My gay friends have 100% equal civil rights and protections under the law as I have here, notwithstanding the right to call themselves "married". NO ADDITIONAL RIGHT OR BENEFIT to gay people in California would exist by changing marriage to include homosexual unions beyond semantics and a psychologically perceived victory for some hollow "equal rights" agenda. But detriment and disenfranchisement of the majority who consistently raise our voice against it would occur en masse if the change were enacted against our wills.

California has made giant strides in offering same sex couples equal civil protections under the law. It's about time for this just inclusion, and it is supported by the vast majority of people. Civil Rights are thus equalized while marriage remains intact as it is, despite current noisy societal pendulum shifts and ensuing sometimes hysterical grumblings about it.

I love my gay friends - every single one is a blessing in my life. And they miraculously love me back, despite our polar views on some critical elements in life. Even better, God loves us all and that blanket is warm, comforting, healing, and all- encompassing. Our lives are intertwined peacefully until this inevitable issue lands between us like a big flopping fish, fresh out of the water. And it keeps flopping around, doggone it! It won't settle down or be still. And now the fish has started to smell and rot, but cannot seem to throw it off the boat, no matter how hard we try. So we are stuck with this dead, stinking fish indefinitely.
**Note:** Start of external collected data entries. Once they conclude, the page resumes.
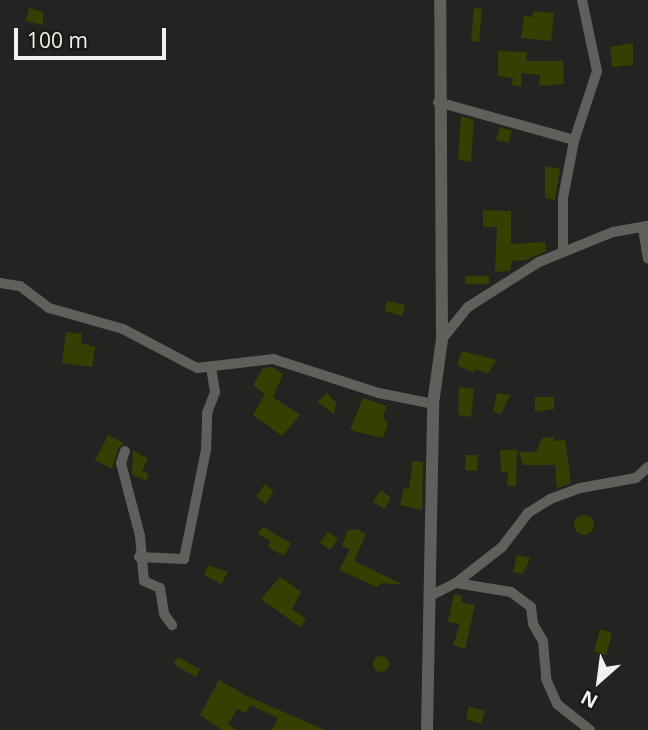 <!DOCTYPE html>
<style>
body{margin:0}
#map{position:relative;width:648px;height:730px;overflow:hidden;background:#232421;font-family:"Open Sans",sans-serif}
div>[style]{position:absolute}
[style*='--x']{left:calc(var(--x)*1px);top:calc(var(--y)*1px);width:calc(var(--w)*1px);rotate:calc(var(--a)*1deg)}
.building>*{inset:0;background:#373e02}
.round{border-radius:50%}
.minor>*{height:10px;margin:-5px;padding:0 5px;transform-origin:5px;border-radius:5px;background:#5f5f5c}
.tertiary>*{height:12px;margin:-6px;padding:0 6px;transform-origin:6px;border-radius:6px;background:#5f5f5c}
span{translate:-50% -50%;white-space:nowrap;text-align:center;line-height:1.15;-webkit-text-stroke:6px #1a1a17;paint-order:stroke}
.north{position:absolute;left:564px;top:646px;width:70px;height:70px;-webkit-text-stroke:5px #1a1a17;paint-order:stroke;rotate:208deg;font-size:19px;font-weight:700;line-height:28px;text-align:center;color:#f1f2ef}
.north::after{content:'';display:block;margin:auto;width:24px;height:32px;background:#f1f2ef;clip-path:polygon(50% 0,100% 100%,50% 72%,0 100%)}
.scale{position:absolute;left:14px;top:28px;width:152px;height:32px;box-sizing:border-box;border:4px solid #f1f2ef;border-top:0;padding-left:9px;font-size:21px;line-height:24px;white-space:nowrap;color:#f1f2ef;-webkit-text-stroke:5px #1a1a17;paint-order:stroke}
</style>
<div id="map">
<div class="building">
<i style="clip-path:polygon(29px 8px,43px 12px,43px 25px,26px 21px)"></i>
<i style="clip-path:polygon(474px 8px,482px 9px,479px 42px,471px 41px)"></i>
<i style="clip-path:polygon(533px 11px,554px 13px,551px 41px,521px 38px,524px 16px,533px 17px)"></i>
<i style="clip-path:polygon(633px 43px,633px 65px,612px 67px,610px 47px)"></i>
<i style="clip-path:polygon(498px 51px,527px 52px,526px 61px,563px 61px,564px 84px,539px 86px,540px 75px,522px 73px,521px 86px,512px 85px,513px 78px,498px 76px)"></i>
<i style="clip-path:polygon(461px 116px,474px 120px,471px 162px,458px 160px)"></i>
<i style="clip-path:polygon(500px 127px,512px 131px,508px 143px,496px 140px)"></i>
<i style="clip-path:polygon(545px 166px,560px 169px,555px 200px,545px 198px)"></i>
<i style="clip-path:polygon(483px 210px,511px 211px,511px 244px,545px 242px,546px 251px,527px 260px,512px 261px,510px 271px,495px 272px,497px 227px,483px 227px)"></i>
<i style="clip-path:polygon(465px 276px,489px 276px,489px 284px,465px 284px)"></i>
<i style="clip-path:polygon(387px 301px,405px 305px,402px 316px,385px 311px)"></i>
<i style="clip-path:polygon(66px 332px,82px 334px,81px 343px,95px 347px,92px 367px,62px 363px)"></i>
<i style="clip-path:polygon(462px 351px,496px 360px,488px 374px,476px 369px,474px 373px,457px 365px)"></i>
<i style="clip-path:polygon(272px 367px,283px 374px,273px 397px,300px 415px,282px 436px,253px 415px,265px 394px,253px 385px,263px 368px)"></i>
<i style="clip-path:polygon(459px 387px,474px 389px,471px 417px,458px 415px)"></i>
<i style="clip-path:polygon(327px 393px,336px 403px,334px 414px,317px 402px)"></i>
<i style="clip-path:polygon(497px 393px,510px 395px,501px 414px,493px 412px)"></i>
<i style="clip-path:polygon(535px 397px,554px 397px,554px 409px,535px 412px)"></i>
<i style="clip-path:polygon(363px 398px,387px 406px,383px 416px,388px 425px,383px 438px,350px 430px)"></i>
<i style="clip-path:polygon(108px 435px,124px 443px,118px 449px,112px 469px,95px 460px)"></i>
<i style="clip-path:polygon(554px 437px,554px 441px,565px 440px,571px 483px,557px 488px,555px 465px,523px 465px,519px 452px,536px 452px,542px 438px)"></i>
<i style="clip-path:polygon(133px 450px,148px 459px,142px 471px,149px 474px,146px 481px,132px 474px)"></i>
<i style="clip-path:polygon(500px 450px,517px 450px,516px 486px,507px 486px,508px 472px,501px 472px)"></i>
<i style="clip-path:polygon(466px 455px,478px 455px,477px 471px,465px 470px)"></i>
<i style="clip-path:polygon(413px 461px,423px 462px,422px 510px,400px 505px,404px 488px,409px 489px)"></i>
<i style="clip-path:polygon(265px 484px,273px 491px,266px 504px,256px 496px)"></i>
<i style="clip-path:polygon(381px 490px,391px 498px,384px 509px,373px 502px)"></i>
<i class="round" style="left:574px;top:515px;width:20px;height:20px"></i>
<i style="clip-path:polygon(263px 527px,291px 543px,284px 556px,268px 547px,271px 541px,258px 534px)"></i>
<i style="clip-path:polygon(356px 529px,366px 534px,354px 561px,404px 585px,381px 583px,377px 587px,339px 570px,350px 549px,342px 546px,348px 530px)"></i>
<i style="clip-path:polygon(328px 532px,338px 539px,330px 550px,320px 543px)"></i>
<i style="clip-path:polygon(517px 555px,530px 558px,523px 574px,513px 572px)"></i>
<i style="clip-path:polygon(208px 565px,228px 572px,221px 584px,204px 575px)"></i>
<i style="clip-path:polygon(280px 577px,301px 592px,292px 609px,306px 619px,300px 627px,261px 599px)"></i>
<i style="clip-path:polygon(454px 594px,462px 596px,461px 602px,475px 605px,465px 649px,453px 645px,460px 624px,448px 622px)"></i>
<i style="clip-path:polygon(600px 629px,612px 633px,606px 655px,594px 652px)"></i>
<i class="round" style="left:373px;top:656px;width:16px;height:16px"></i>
<i style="clip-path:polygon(178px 657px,200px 669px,196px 677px,173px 664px)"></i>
<i style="clip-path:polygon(219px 680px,245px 695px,325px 730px,272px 730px,278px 718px,250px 705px,246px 713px,237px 709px,228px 724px,237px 730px,222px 730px,200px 715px)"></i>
<i style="clip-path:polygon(469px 706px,485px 711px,481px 724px,466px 719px)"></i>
</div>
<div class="minor">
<i style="--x:438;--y:102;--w:141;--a:15.6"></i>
<i style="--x:643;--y:228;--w:31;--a:81"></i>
<i style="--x:563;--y:250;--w:52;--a:-90"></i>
<i style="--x:563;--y:198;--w:58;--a:-79.1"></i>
<i style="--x:574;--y:141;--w:74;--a:-71.8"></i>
<i style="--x:597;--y:71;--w:73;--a:-101.9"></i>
<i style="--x:0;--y:283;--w:20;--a:9"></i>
<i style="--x:20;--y:286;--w:36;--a:37"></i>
<i style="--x:49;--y:308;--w:77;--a:15.8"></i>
<i style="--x:123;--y:329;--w:84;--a:27.8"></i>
<i style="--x:197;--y:368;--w:77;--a:-6.8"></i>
<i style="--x:273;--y:359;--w:111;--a:17.8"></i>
<i style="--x:379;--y:393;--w:55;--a:11.5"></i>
<i style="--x:442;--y:339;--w:41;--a:-50.9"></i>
<i style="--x:468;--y:307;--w:84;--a:-32.4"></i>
<i style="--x:539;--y:262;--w:80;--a:-22.1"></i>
<i style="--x:613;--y:232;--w:36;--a:-10"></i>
<i style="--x:125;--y:451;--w:13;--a:108"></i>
<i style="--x:121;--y:463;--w:75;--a:75.4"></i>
<i style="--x:140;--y:536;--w:45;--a:84.9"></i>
<i style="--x:144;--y:581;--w:17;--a:24"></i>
<i style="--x:160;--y:588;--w:26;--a:81"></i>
<i style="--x:164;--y:614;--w:14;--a:54"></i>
<i style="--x:139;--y:557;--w:45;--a:2.5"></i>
<i style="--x:184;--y:559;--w:111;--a:-78.6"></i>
<i style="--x:206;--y:450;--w:37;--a:-88"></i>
<i style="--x:207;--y:413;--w:22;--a:-69"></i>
<i style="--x:215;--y:392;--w:26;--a:-99"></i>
<i style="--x:456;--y:583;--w:56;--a:9.3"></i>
<i style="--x:511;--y:592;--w:25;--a:37"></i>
<i style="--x:531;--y:607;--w:17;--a:83"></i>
<i style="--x:533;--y:624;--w:20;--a:60"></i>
<i style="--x:543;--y:641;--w:38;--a:85"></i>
<i style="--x:546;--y:679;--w:27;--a:66"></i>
<i style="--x:557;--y:704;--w:42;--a:38.2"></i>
<i style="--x:430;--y:596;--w:29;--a:-27"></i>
<i style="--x:456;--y:583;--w:58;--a:-38"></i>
<i style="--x:502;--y:547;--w:43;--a:-52.6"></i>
<i style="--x:528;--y:513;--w:26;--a:-32"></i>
<i style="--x:550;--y:499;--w:32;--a:-20"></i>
<i style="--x:580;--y:488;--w:57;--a:-10.1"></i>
<i style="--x:636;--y:478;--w:16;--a:-43"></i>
</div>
<div class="tertiary">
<i style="--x:427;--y:730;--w:326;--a:-88.9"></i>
<i style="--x:433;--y:404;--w:66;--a:-82.1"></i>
<i style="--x:442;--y:339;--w:339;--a:-90.3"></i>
</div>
<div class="north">N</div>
<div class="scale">100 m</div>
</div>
Can we please throw the darned thing off the boat soon? Please? HELP.

Marriage.

Homosexuality.

Screaming, grouchy people on the evening news.

Hatred.

I just want to get in my bed and pull the covers up until everyone learns to be open and respectful to one another while we are all journeying through this together. Until there are less landmines buried under every conversation about this topic. Until we all realize that we are born of the same Creator and this stuff we bog ourselves down in is, by comparison, fairly petulant. Until there is peace, order, and honesty in our approach to solving this.

Certainly a solution cannot be accomplished if our judges can summarily negate the will of the people with a sweeping dismissal. Certainly it cannot be accomplished if the only way presented to solve the impasse is to inflict change without consent of the majority. Certainly it can not be accomplished if any American is made to be less equal or less valued or less loved than any another. There is OBVIOUSLY a difference of deeply held convictions about the questions at hand here. But are we willing to love each other through this. I declare openly that I am. I see no other way for us to make it through intact than to commit to our love for each other being bigger than our big, flopping, stinky fish differences.

I believe and teach my children that marriage is a holy, sacred, convenanted relationship between one man, one woman, and God. I will NOT teach them that our homosexual friends are entitled to less respect, love, honor, or value. But I will teach them the difference between God's laws and human laws. And I will teach them to value what is sacred above what is secular, because the sacred is eternal, holy, unchanging, unyielding, and constant. The secular is in constant flux, changing as the tides and constantly redefined by the will of the people.

Well, until a judge overrules it, that is.

And in the meantime, I am praying. And I am newly committed to pitch this wretched floppy, rotting fish overboard. As soon as humanly possible.